The New York Times’ 1619 Project seeks to recraft America as a nation with an explicitly racist past, founded on the principles of slavery. In reading articles such as these, it’s important to remember that slavery and other buzzwords are not the catchalls for racism that they are presumed to be.

Colonialism is one example of this.

While colonialism is most frequently referenced in regard to European conquests and expansions into Europe, Asia, Australia, and the Americas, such exercises in power are not solely the crimes of white Europeans against people of color.

History is ripe with examples of white on white colonialism.

England, for example, first established a foothold on Ireland in the 12th century. Reasserting and consolidating control beginning with Henry VIII, they finally achieved total control of the Emerald Isle in 1607 after the Flight of the Earls.

From there a series of government orchestrated “Plantations” saw land confiscated from the Irish owners, with thousands of British Protestants imported in an attempt to alter the demographic makeup of Ireland. This was often accompanied by brutal suppression of Catholicism under a series of laws that barred Catholics from public office and serving in the army. Under Oliver Cromwell thousands were forcibly deported to the West Indies.

This is to say nothing of the Potato Famine, which the English government’s policies exacerbated, even rejecting aid from foreign countries.

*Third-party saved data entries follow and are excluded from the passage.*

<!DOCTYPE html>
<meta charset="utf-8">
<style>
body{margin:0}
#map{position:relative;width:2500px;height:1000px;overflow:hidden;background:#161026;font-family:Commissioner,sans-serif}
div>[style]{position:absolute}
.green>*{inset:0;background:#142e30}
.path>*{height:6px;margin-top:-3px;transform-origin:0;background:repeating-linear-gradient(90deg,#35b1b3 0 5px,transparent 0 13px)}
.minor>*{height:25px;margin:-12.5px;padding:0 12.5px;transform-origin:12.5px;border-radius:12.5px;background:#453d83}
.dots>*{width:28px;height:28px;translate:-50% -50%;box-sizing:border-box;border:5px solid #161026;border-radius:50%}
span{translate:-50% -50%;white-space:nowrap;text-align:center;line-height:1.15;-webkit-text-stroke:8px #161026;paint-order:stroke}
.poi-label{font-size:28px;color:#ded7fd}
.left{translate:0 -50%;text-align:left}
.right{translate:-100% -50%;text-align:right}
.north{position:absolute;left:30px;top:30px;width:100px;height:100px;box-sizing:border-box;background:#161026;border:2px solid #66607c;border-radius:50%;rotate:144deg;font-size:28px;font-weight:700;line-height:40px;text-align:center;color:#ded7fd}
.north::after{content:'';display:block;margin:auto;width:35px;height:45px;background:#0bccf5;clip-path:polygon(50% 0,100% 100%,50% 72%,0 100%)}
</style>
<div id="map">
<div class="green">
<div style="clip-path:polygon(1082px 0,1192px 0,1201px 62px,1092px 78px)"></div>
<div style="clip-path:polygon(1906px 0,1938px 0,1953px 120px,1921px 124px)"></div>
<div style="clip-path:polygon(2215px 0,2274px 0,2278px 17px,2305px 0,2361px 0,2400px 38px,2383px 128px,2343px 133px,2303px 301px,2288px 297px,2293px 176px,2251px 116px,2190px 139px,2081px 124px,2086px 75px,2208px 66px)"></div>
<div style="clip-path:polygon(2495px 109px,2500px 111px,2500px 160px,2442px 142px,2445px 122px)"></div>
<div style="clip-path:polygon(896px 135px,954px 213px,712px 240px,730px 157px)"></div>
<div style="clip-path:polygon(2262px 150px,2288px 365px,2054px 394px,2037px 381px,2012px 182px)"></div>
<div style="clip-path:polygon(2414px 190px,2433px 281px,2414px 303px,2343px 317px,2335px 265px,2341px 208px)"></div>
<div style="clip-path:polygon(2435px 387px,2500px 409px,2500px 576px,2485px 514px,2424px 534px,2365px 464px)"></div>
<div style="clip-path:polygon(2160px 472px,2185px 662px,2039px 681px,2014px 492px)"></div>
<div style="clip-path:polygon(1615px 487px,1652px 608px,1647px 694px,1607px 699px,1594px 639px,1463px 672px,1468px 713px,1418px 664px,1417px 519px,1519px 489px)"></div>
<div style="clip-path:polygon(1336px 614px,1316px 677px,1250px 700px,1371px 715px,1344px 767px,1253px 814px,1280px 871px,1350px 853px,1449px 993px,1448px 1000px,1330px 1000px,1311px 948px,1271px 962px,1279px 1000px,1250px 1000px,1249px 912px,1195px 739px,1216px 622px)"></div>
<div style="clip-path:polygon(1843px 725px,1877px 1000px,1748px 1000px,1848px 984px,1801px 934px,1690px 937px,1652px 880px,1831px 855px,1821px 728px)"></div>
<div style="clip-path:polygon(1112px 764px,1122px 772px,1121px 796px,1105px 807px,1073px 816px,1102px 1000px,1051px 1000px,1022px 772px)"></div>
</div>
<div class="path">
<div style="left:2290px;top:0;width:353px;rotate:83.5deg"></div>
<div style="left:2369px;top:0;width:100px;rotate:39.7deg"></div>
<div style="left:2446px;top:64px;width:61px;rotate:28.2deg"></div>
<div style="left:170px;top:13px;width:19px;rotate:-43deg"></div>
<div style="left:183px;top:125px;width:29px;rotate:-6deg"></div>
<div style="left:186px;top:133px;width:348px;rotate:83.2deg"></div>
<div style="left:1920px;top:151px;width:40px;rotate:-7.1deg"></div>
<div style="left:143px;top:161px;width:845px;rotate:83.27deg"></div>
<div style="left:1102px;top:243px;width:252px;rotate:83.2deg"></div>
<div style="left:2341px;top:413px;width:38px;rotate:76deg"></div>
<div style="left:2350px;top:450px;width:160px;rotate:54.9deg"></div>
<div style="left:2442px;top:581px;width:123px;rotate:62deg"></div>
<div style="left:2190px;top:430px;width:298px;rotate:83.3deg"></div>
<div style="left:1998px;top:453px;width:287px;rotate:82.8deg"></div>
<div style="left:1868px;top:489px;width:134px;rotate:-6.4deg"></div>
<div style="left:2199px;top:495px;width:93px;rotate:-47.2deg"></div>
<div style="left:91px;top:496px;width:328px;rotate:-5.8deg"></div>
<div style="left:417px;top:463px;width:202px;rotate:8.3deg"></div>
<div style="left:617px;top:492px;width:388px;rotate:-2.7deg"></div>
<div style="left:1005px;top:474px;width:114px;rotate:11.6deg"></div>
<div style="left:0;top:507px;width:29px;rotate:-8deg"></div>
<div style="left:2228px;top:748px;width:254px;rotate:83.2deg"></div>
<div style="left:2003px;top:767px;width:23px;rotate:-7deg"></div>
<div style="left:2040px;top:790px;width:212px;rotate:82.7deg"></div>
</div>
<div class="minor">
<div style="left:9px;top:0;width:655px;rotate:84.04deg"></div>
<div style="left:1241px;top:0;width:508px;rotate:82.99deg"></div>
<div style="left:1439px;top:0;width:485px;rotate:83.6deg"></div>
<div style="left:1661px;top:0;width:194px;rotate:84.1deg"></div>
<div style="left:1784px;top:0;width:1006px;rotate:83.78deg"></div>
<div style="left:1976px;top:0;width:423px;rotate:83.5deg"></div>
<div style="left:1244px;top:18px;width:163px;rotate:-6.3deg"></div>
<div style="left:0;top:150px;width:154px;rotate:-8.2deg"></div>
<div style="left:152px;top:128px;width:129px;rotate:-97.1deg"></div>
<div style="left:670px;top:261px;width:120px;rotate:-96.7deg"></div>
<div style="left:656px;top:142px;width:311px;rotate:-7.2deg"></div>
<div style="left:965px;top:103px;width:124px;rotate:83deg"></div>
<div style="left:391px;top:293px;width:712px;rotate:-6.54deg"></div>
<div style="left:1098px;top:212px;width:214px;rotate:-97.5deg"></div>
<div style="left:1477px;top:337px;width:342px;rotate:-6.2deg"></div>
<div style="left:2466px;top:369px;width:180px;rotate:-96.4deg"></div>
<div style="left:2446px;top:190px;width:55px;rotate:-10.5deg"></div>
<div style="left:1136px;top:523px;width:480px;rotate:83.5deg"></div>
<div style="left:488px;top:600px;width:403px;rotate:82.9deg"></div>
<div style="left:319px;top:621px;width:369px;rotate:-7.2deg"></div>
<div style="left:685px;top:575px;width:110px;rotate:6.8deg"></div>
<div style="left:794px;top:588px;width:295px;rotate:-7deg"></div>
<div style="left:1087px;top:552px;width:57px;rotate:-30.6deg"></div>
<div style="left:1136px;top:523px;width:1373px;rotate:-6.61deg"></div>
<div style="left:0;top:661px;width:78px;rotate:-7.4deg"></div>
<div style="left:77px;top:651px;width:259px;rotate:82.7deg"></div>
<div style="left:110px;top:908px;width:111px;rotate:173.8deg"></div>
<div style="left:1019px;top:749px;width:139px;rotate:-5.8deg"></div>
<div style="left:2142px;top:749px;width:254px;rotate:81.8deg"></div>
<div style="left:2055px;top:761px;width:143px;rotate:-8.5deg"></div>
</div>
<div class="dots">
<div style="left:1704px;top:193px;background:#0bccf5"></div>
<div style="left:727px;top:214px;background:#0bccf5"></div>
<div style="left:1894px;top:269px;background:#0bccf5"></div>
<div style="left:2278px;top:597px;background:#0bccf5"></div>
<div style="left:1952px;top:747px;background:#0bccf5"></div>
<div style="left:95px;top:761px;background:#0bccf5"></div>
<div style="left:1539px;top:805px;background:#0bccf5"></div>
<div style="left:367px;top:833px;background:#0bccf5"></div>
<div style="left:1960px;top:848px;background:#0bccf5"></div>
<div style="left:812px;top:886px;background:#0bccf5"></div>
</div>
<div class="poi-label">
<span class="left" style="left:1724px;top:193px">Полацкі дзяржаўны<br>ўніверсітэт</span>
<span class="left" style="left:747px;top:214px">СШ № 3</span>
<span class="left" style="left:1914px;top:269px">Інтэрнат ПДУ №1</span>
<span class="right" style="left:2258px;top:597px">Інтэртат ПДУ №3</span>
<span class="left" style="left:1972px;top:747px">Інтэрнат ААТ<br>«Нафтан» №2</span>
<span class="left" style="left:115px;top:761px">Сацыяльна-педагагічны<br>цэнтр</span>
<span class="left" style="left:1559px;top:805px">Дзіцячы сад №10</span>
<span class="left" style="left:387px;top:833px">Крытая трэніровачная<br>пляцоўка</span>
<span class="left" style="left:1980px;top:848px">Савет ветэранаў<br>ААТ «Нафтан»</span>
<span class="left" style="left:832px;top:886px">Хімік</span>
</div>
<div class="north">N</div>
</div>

Finland has also been subject to a series of colonial masters in its troubled history. The country was incorporated into the Swedish Empire in the 14th century following a number of crusades and Swedish immigration. The Finnish language was derided and Swedish favored instead.

Sweden’s rule of Finland lasted over 500 years until a conflict between Sweden and Russia, its fellow empire, saw the Grand Duchy of Finland transferred to Russian rule. Under Czar Nicholas II, Russia engaged in a deliberate campaign of Russification in Finland. Policies included promotion of the Russian Orthodox Church at the expense of Lutherans, instituting Russian as the country’s administrative language, and the transfer of Finnish soldiers into the Russian army. Many of these changes were forced under threat of invasion, ignoring the alleged powers of the Finnish Diet.

Russia, and later the Soviet Union, also engaged in Russification campaigns in the Ukraine. This included the Holodomor, another manmade famine that dwarfed the Irish one. Conservative death toll counts estimate the Holodomor caused the death of 3.9 million Ukrainians.

The most infamous example of white on white imperial ambitions is that of Nazi German and its Generalplan Ost. Had the Germans won World War II, this plan called for genocidal actions against the vast majority of eastern European peoples, including Russians, Estonians, Lithuanians, Poles, and Ukrainians.

While Generalplan Ost was only partially carried out, the extent of German atrocities that did occur need no recounting here. The Holocaust and its associated horrors are well known in our histories.

Asian empires have also engaged in atrocities and colonialism. The horrors delivered by Japan during World War II may not be as well-known as those of their German counterparts, but it’s unlikely the peoples of Korea, China, Mongolia, and the vast majority of southeast Asia have forgotten the hard boot of their imperial masters.

Death toll estimates under Imperial Japan range as high as 20 million to 50 million people in China. The Nanking Massacre alone killed up to 300,000 Chinese. Muslims throughout Asia were targeted, sex crimes were rampant, and atrocities extended to torture and human experimentation, the latter in much the same thread as the German’s Josef Mengele.

The point of recounting these pieces of history is not to glorify one people, nor to denigrate any other. These are all horrid examples of the worst of history, and there are far too many others that could have been included in this list.

No, the point is merely this: every human, regardless of race, religion, language, or status is capable of inflicting great evil, just as they are capable of promoting great good.

It is up to each one of us to choose the good, and to ensure our children know the horrors that result from choosing the evil.

At some point, we all need to pray that the world continues to fall away from such acts of barbarism and hope that “never again” really means just that.